This agrees with _ZStorSt13_Ios_OpenmodeS_ being an inline global function, and therefore weakly defined. Suppose a weak symbol has got multiple definitions in the linkage. Which definition will the linker pick? If any of the definitions is strong, the linker can allow at most one strong definition and must pick that one. But what if they're all weak? - which is what we've got here with _ZStorSt13_Ios_OpenmodeS_. In that case, the linker can pick any one of them, arbitrarily.

Either way, it will then have to discard all the rejected weak definitions of the symbol from the linkage. That's what is enabled by putting each weak definition of an inline global function in a function-section of its own. Then any competing definitions that the linker rejects can be dropped from the linkage by discarding the function-sections that contain them, with no collateral damage. That's why g++ emits those function-sections.

Finally let's identify the function:

$ c++filt _ZStorSt13_Ios_OpenmodeS_
std::operator|(std::_Ios_Openmode, std::_Ios_Openmode)

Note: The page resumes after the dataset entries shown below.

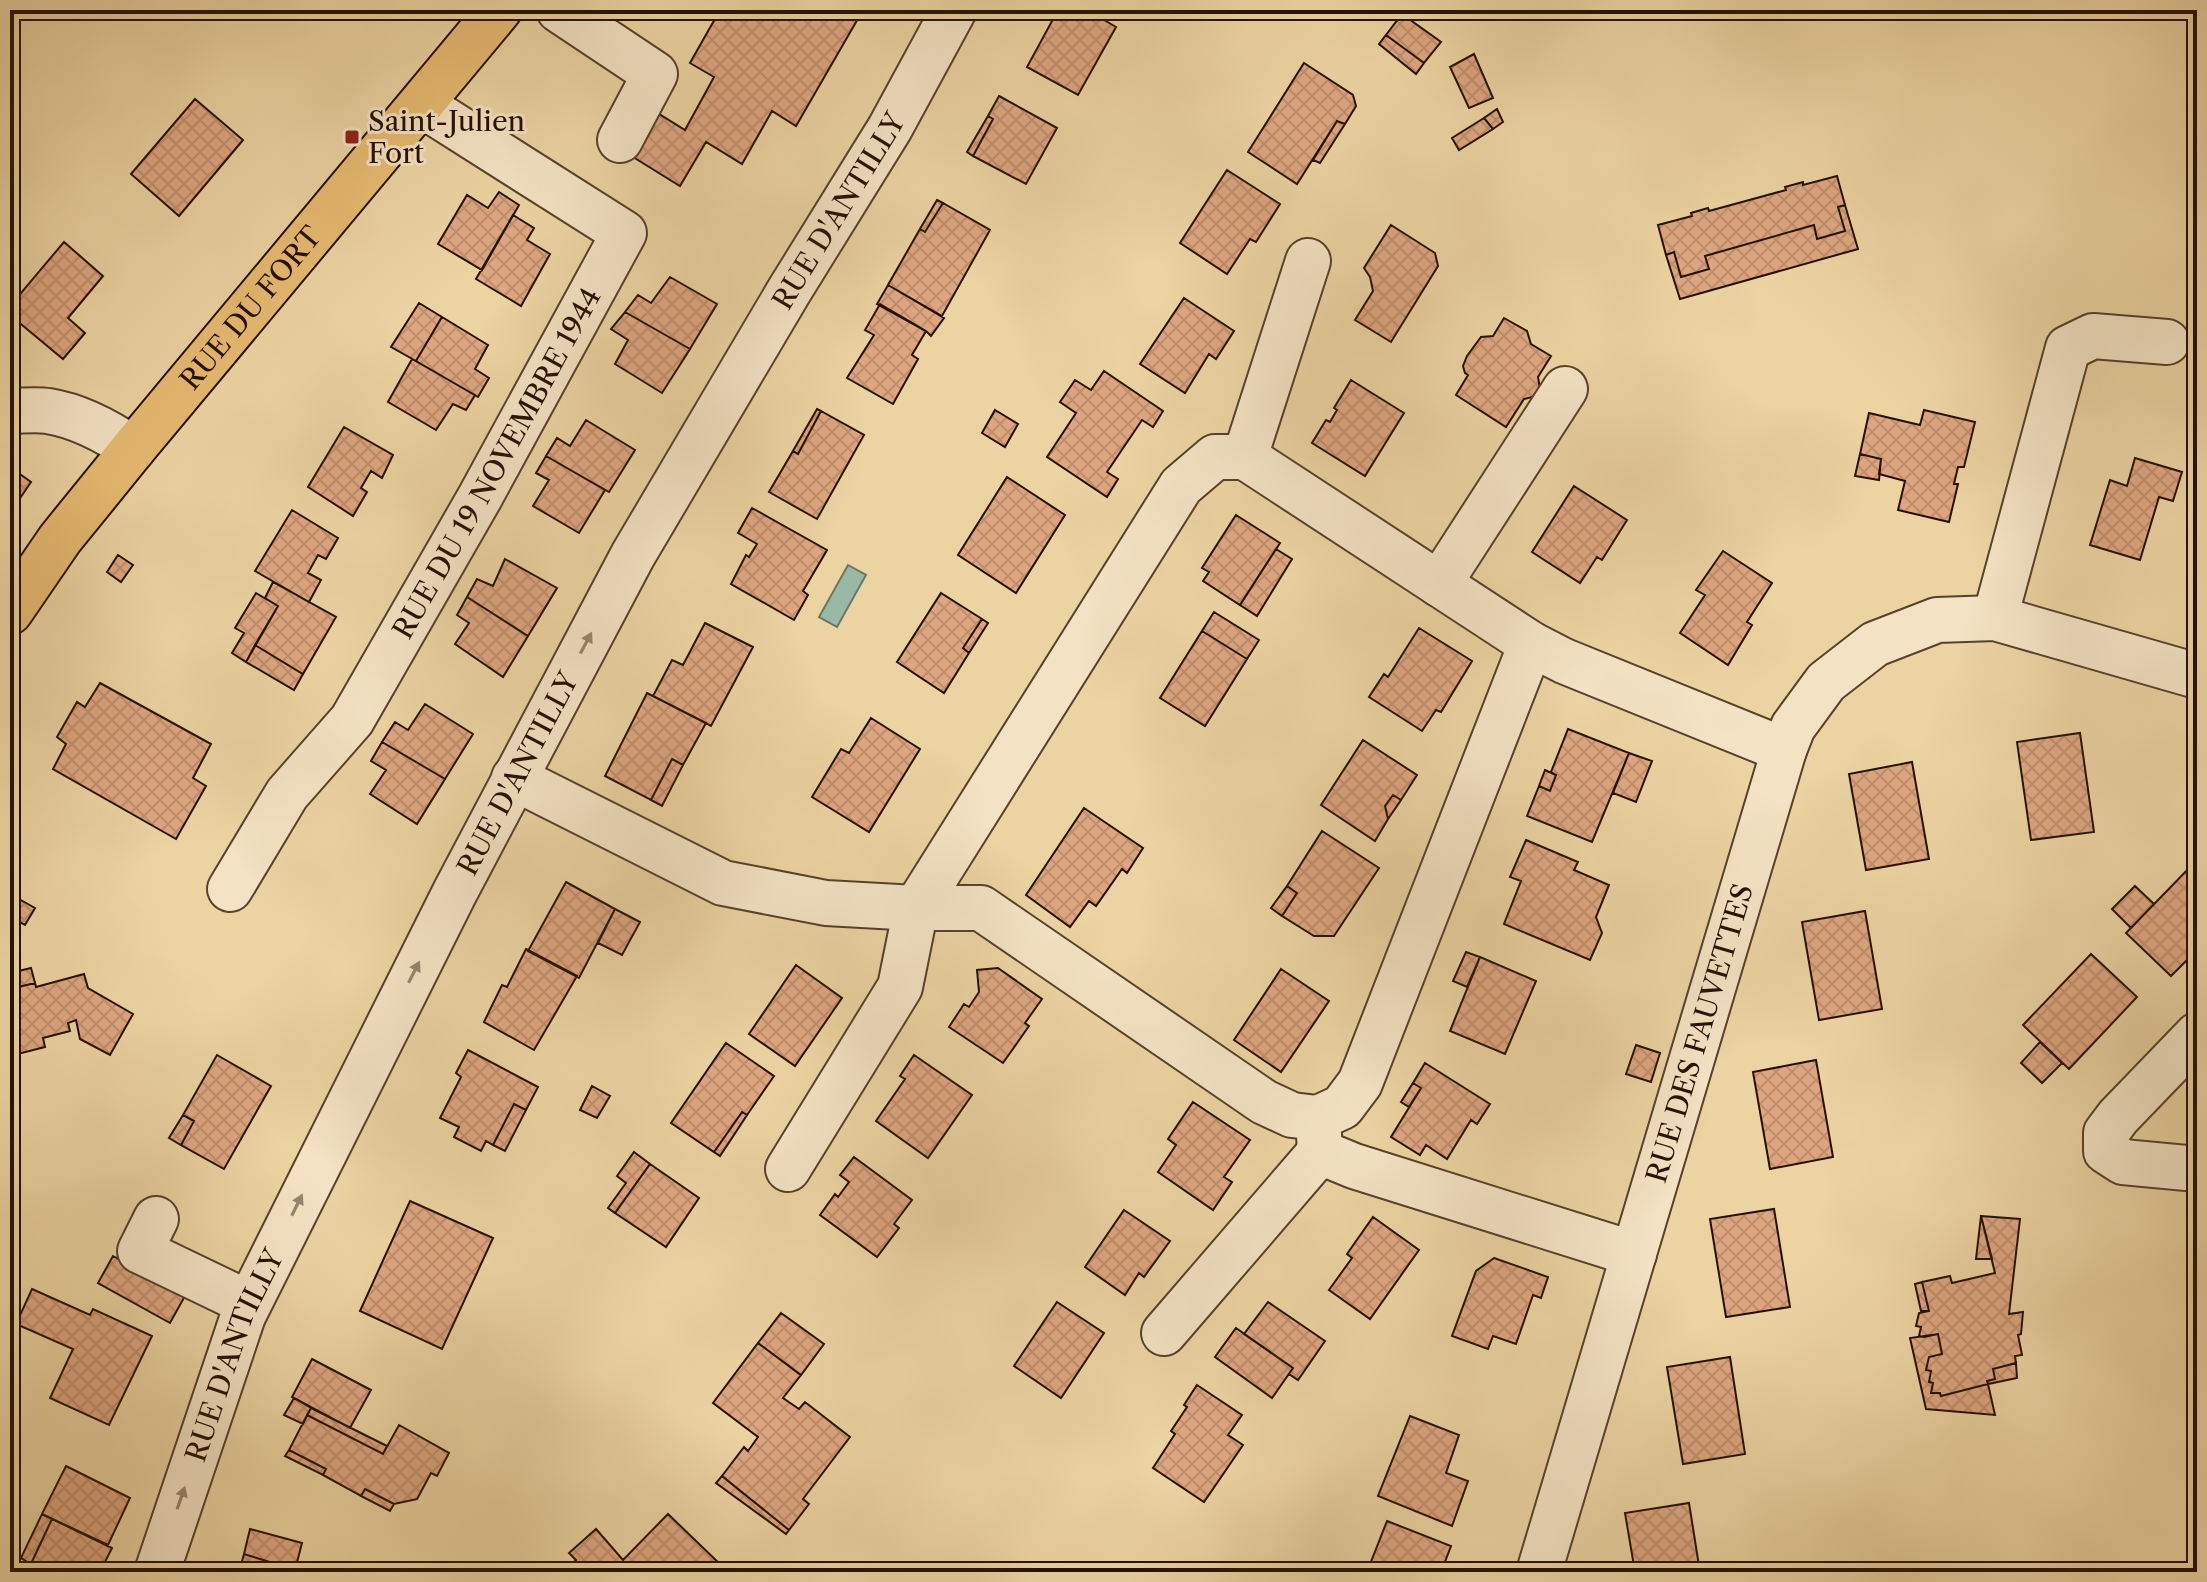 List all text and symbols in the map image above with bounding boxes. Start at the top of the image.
place label: Saint-Julien Fort [368,104,525,170]
street label: RUE D'ANTILLY [765,106,913,316]
marker: Saint-Julien Fort [343,128,361,146]
street label: RUE DU FORT [173,219,328,396]
street label: RUE DU 19 NOVEMBRE 1944 [385,282,608,645]
one-way arrow [580,631,593,654]
street label: RUE D'ANTILLY [450,665,586,881]
street label: RUE DES FAUVETTES [1639,880,1760,1187]
one-way arrow [407,961,420,984]
one-way arrow [290,1193,304,1216]
street label: RUE D'ANTILLY [178,1242,291,1466]
one-way arrow [176,1486,188,1510] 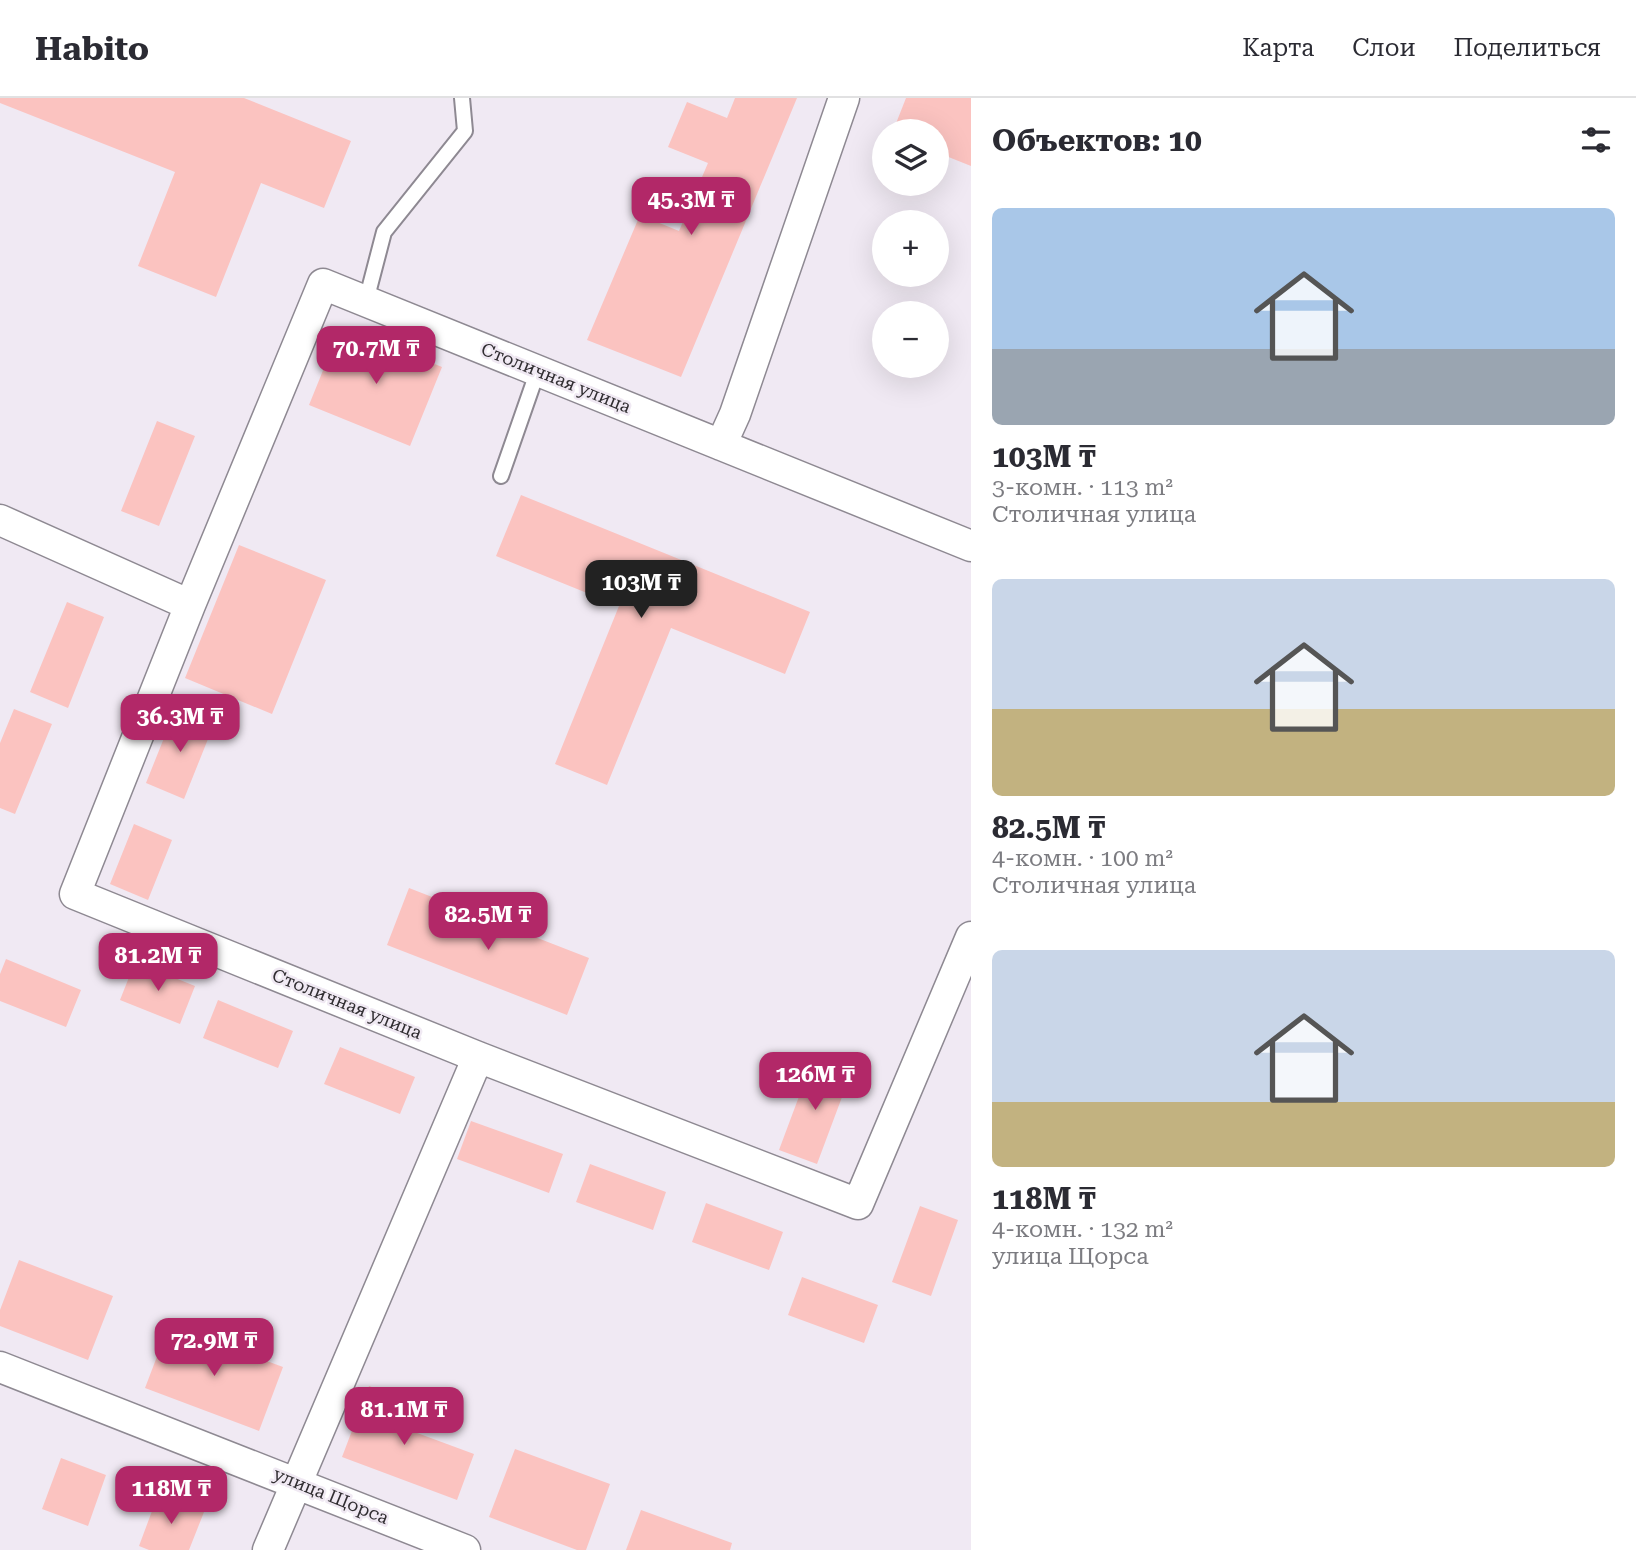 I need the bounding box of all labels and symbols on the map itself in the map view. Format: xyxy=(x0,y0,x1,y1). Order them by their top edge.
pin: 45.3M ₸ xyxy=(626,178,756,237)
pin: 70.7M ₸ xyxy=(311,327,441,386)
street label: Столичная улица xyxy=(478,338,634,417)
pin: 103M ₸ xyxy=(584,560,698,620)
pin: 36.3M ₸ xyxy=(115,694,245,754)
pin: 82.5M ₸ xyxy=(423,892,553,952)
pin: 81.2M ₸ xyxy=(93,934,223,993)
street label: Столичная улица xyxy=(269,964,425,1043)
pin: 126M ₸ xyxy=(758,1052,872,1112)
pin: 72.9M ₸ xyxy=(149,1318,279,1378)
pin: 81.1M ₸ xyxy=(339,1388,469,1447)
street label: улица Щорса xyxy=(270,1463,392,1528)
pin: 118M ₸ xyxy=(114,1466,228,1526)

We can sleuth for this signature under /usr/include/c++, and locate it (for me) in /usr/include/c++/6.3.0/bits/ios_base.h:

inline _GLIBCXX_CONSTEXPR _Ios_Openmode
  operator|(_Ios_Openmode __a, _Ios_Openmode __b)
  { return _Ios_Openmode(static_cast<int>(__a) | static_cast<int>(__b)); }

where indeed it is an inline global function, and whence its definition gets into both your stringstream.o and library.o via <iostream>.

MVCE

Now let's make a simpler specimen of your linkage problem.

a.cpp

inline unsigned foo()
{
    return 0xf0a;
}

unsigned keepme_a() {
    return foo();
}

b.cpp

inline unsigned foo()
{
    return 0xf0b;
}

unsigned keepme_b() {
    return foo();
}

main.cpp

extern unsigned keepme_a();
extern unsigned keepme_b();

#include <iostream>

int main() {
    std::cout << std::hex << keepme_a() << std::endl;
    std::cout << std::hex << keepme_b() << std::endl;
    return 0;
}

And a makefile to expedite experiments:

CXX := g++
CXXFLAGS := -g -O0
LDFLAGS := -g -L. -Wl,--trace-symbol='_Z3foov',-M=prog.map,--cref

ifdef STRIP
A_OBJ := a_stripped.o
B_OBJ := b_stripped.o
else
A_OBJ := a.o
B_OBJ := b.o
endif

ifdef B_A
OBJS := main.o $(B_OBJ) $(A_OBJ)
else
OBJS := main.o $(A_OBJ) $(B_OBJ)
endif


.PHONY: all clean

all: prog

%_stripped.o: %.o
    objcopy --keep-global-symbol '_Z8keepme_$(*)v' $< $@

prog : $(OBJS) 
    $(CXX) $(LDFLAGS) -o $@ $^

clean:
    rm -f *.o *.map prog

With this makefile, by default we will link a program prog from untampered-with object files main.o, a.o, b.o, in that order.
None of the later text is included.